2. Company’s Obligation. Each RSU represents the right to receive a Share on the applicable vesting date. Unless and until the RSUs vest, you will have no right to receive Shares under such RSUs. Prior to actual distribution of Shares pursuant to any vested RSUs, such RSUs will represent an unsecured obligation of the Company, payable (if at all) only from the general assets of the Company.

3. Vesting Schedule. Subject to paragraph 4, the RSUs awarded by this Agreement will vest according to the vesting schedule specified above

4. Forfeiture upon Termination as Service Provider. Notwithstanding any contrary provision of this Agreement or the Notice of Grant, if you terminate service as a Service Provider for any or no reason prior to vesting, the unvested RSUs awarded by this Agreement will thereupon be forfeited at no cost to the Company.
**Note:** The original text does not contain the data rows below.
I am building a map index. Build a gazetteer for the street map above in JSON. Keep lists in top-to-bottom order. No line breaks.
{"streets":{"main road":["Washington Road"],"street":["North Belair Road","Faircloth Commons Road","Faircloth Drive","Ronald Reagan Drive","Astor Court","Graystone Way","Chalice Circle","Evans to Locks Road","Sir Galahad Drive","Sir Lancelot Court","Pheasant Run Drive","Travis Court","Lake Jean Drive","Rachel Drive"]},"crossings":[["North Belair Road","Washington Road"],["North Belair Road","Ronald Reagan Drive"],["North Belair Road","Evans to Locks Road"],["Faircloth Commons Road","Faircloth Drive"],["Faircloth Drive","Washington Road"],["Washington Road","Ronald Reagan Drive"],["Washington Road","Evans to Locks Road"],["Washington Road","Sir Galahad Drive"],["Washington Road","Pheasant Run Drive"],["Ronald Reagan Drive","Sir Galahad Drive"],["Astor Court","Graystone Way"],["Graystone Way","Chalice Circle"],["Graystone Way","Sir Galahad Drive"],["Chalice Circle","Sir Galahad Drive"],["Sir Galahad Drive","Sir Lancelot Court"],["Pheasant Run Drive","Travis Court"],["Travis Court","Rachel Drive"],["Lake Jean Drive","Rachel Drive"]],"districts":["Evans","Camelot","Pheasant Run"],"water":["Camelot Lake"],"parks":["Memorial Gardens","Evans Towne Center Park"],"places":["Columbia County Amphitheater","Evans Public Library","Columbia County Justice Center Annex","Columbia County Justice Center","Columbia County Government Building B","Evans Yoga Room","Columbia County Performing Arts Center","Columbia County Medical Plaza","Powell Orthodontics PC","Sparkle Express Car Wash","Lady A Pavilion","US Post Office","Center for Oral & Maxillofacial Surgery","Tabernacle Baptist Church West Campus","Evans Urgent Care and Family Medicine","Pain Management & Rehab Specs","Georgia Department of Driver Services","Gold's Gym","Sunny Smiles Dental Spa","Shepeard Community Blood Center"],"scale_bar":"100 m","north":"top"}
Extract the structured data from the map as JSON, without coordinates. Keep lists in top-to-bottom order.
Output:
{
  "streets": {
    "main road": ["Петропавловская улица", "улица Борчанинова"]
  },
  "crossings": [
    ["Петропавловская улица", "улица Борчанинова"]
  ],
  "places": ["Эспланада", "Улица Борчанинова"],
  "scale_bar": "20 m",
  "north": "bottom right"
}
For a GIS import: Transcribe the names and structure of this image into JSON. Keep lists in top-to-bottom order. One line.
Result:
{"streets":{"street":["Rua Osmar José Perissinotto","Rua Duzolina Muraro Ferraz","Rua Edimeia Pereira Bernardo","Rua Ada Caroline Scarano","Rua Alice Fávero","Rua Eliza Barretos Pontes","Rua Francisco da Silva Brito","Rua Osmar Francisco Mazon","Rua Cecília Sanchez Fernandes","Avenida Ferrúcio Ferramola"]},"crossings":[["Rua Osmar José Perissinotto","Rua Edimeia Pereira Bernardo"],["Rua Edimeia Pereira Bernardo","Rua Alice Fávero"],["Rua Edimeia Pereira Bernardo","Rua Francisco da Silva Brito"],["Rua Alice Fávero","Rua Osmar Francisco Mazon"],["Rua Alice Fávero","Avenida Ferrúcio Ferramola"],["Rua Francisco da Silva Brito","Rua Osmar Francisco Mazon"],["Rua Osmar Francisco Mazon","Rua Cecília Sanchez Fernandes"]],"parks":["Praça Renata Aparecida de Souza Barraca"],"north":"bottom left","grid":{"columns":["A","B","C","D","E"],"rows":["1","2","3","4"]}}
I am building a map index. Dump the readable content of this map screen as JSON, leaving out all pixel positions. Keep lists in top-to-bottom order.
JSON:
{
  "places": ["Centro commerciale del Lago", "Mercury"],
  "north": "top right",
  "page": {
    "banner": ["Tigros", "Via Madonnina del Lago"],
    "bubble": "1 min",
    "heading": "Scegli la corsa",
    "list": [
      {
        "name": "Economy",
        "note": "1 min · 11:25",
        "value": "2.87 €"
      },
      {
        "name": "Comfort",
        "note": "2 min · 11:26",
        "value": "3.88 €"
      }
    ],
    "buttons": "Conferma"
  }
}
5. Payment after Vesting. Any RSUs that vest in accordance with paragraph 3 will be paid to you (or in the event of your death, to his or her estate) in Shares.

6. Tax Withholding. Notwithstanding any contrary provision of this Agreement, no Shares shall be distributed to you unless and until satisfactory arrangements will have been made by you with respect to the payment of income, employment and any other taxes that must be withheld with respect to such Shares. The Administrator, in its sole discretion and pursuant to such procedures as it may specify from time to time, may permit you to satisfy such tax withholding obligation, in whole or in part by one or more of the following: (a)


paying cash, (b) electing to have the Company withhold otherwise deliverable Shares having a value equal to the minimum amount statutorily required to be withheld, (c) delivering to the Company already vested and owned Shares having a value equal to the amount required to be withheld, or (d) selling a sufficient number of such Shares otherwise deliverable to you through such means as the Administrator may determine in its sole discretion (whether through a broker or otherwise) equal to the amount required to be withheld.

7. Tax Consultation. You understand that you may suffer adverse tax consequences as a result of your disposition of or vesting in the RSUs. You represent that you have consulted with any tax consultants you deem advisable in connection with the disposition of or vesting in the RSUs and that you are not relying on the Company for any tax advice.

8. Rights as Stockholder. Neither you nor any person claiming under or through you have any of the rights or privileges of a stockholder of the Company in respect of any Shares deliverable hereunder unless and until certificates representing such Shares will have been issued, recorded on the records of the Company or its transfer agents or registrars, and delivered to you or your broker.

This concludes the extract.